フィルムに触れるときは手袋着用が原則です。古いフィルムは乾燥してもろく、変色しているのに加えて、映写用オイルに埃が付着したり、古くなったテープの接着剤がはみ出たりと、一巻分を巻き取るだけでも、エッジを挟んで支える指先のあたりは真っ黒になってしまいます。時にはフィルムの表面がすっかりカビに覆われていることもあり、また古い缶も往々にして錆びついていているものです。したがってフィルムに指紋や手の油を残さないためというより、むしろ自分の手を守る目的で、重いフィルム缶を扱うときの軍手と共に、フィルムに触れるときの薄手の手袋も必需品です。
フィルムを巻き取りながらスプライスを数えたり、エッジの傷み具合を調べるので、感触の伝わりやすいものが適していますが、薄いと摩擦によってすぐに指先に穴があきます。エッジの傷みがあまりにひどいフィルムを扱うときは、布が引っかかってフィルムが裂ける心配もあるので、むしろ素手のほうが良いとも言われます。米国のラボ仕様・箱入りガーゼ手袋(コダック製)は伸縮性もありおすすめです。日本で販売されているフィルム編集用手袋は、タクシードライバー風の厚めのものが主流のようなので、手袋の購入場所としては100円ショップがもっともお手軽かもしれません。日焼け防止目的の白手袋など、安価な分だけ生地も薄めなのでフィルム作業に転用できます。

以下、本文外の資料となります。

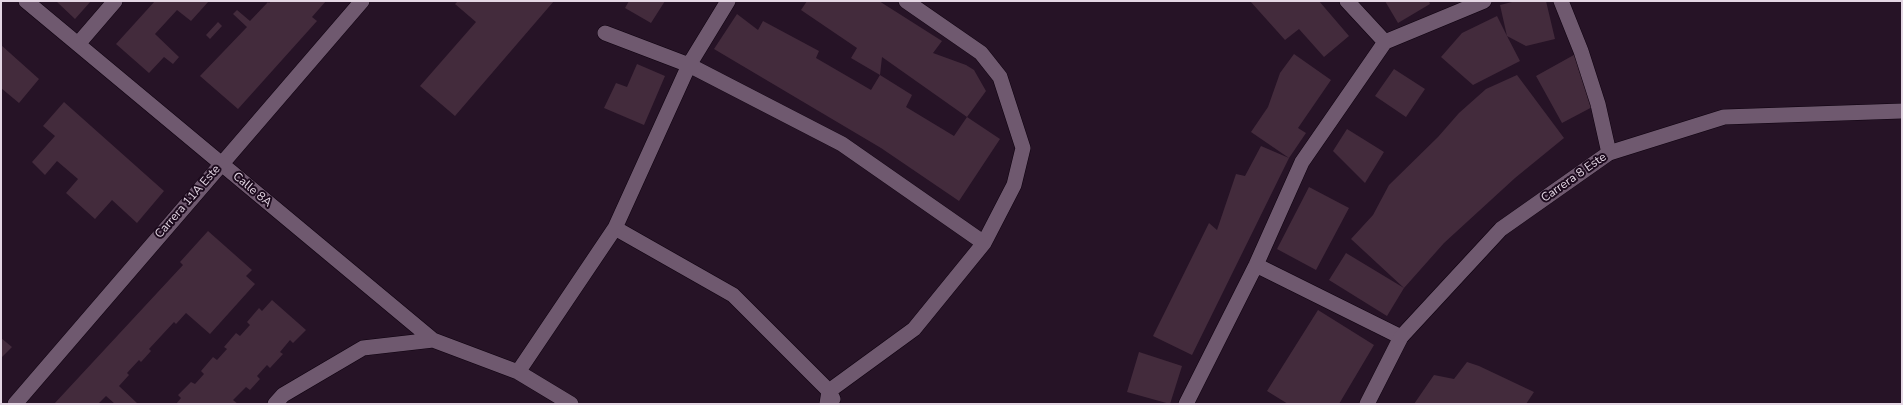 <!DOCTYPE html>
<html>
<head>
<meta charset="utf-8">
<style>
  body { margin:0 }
  #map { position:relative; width:1903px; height:405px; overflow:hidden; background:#261326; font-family:"Nunito Sans",sans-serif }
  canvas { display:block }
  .frame { position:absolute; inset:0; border:2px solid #e4d7e4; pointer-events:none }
</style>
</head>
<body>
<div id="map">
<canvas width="1903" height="405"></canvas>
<div class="frame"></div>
</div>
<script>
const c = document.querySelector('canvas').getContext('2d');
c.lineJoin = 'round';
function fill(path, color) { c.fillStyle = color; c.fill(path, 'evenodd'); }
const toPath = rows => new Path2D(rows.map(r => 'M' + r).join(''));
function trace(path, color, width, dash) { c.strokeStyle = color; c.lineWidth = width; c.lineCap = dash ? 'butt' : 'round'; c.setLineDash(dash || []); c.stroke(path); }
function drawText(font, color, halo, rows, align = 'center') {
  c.font = font + ' "Nunito Sans",sans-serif'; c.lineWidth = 4; c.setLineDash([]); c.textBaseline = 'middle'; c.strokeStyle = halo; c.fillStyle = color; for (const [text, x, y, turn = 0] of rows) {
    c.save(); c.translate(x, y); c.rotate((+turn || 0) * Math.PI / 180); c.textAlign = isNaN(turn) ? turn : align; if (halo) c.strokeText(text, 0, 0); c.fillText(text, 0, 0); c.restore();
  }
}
const building = toPath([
  [56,1,91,1,75,19],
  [155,1,209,1,191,21,177,10,155,34,179,57,173,64,164,57,149,73,116,44],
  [271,1,326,1,312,17,317,21,238,109,200,76,247,27,233,14,237,10,250,21,268,2,269,3],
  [458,1,554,1,455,116,420,86,476,22,455,4],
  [629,1,665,1,651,23,625,8],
  [807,1,879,1,942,41,933,53,966,65,974,70,986,91,967,117,882,57,880,75,851,58,857,48,801,10],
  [1250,1,1319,1,1349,36,1324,57,1299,29,1285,40],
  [1385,1,1429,1,1430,4,1398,23],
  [1516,1,1546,1,1555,39,1526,46,1507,36,1520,61,1473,85,1441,57,1462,33,1497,16,1507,36,1500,5],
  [737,14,758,30,763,21,819,51,816,58,871,90,880,75,912,95,906,107,954,136,967,117,1000,139,959,201,881,148,714,49],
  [218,22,222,26,210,39,206,35],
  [1,45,39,79,19,103,1,88],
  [1581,51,1598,104,1562,123,1536,76],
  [1294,54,1331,80,1298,128,1306,133,1289,158,1192,355,1153,336,1209,223,1217,230,1236,174,1245,176,1261,146,1289,158,1251,132,1268,107,1280,73],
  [637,64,665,76,644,125,604,108,616,83,627,87],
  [1394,69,1425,89,1406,117,1375,96],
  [1517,75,1564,138,1515,178,1444,243,1404,288,1387,316,1329,280,1346,253,1404,288,1351,239,1373,215,1389,185,1438,137,1459,113,1486,89],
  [64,102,164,191,137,223,112,200,95,219,66,193,78,179,57,161,45,175,32,162,55,136,43,126],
  [1347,129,1384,152,1365,183,1333,151],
  [1309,187,1349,208,1316,270,1277,249],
  [208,231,252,270,246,276,255,284,210,334,186,313,176,324,174,322,149,349,151,351,141,362,139,360,127,373,129,375,119,386,138,404,115,404,106,396,98,404,54,404,183,265,180,262],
  [272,300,306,330,293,343,290,340,280,352,283,354,270,368,267,365,257,376,260,379,250,390,246,387,233,400,238,404,176,404,181,398,178,395,191,382,195,384,204,374,201,371,213,357,217,360,227,349,224,347,236,333,240,336,250,325,247,322,259,308,262,311],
  [1318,310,1374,345,1339,404,1288,404,1267,391],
  [1,338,12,347,1,358],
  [1139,352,1182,366,1170,404,1127,392],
  [1467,362,1479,366,1534,392,1526,404,1414,404,1434,375,1454,379]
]);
const street = toPath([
  [26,1,433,340,518,372,571,404],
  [1347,1,1385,42],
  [1561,1,1581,51,1598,104,1609,153],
  [605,33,689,65,842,144,984,243],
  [78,44,115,1],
  [615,228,733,295,829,391,833,399],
  [1256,265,1401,337],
  [518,372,615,228,689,65,728,1],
  [15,404,362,1],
  [275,404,283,395,363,348,433,340],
  [827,404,829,391,914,329,984,243,1014,185,1023,148,1000,77,981,53,906,1],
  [1186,404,1256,265,1302,162,1385,42,1484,1]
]);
const secondary = toPath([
  [1367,404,1401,337,1501,229,1609,153,1724,117,1902,111]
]);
const streetNames = [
  ["Carrera 8 Este",1574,178,-35],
  ["Calle 8A",252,190,40],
  ["Carrera 11A Este",188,202,-49]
];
fill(building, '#432b3c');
trace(street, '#0e010f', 16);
trace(secondary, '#0e010f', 16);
trace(street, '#6f596f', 15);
trace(secondary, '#6f596f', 15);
drawText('12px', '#e4d7e4', '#1c0a1d', streetNames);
</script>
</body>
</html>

劣化フィルム(特にアセテート系)は単に臭いという問題もありますが、同時に人体に害を与えるとも言われますから、やはりマスクと手袋の着用は不可欠です。さらにラボ・コート(エプロン)、アイ・プロテクター(メガネ)、シュー・カバー(スリッパ)で完全武装すれば万全でしょう。花粉症の蔓延で、マスクも優秀なものがコンビニ・レベルで出回るようになりました。その他、厚めのコットン・パッドやキッチン・ペーパーなど、汚いフィルムと格闘するための小道具の多くは、日用品から転用できます。汚くなった手袋を手洗いしベランダに干したら、ようやく作業終了です。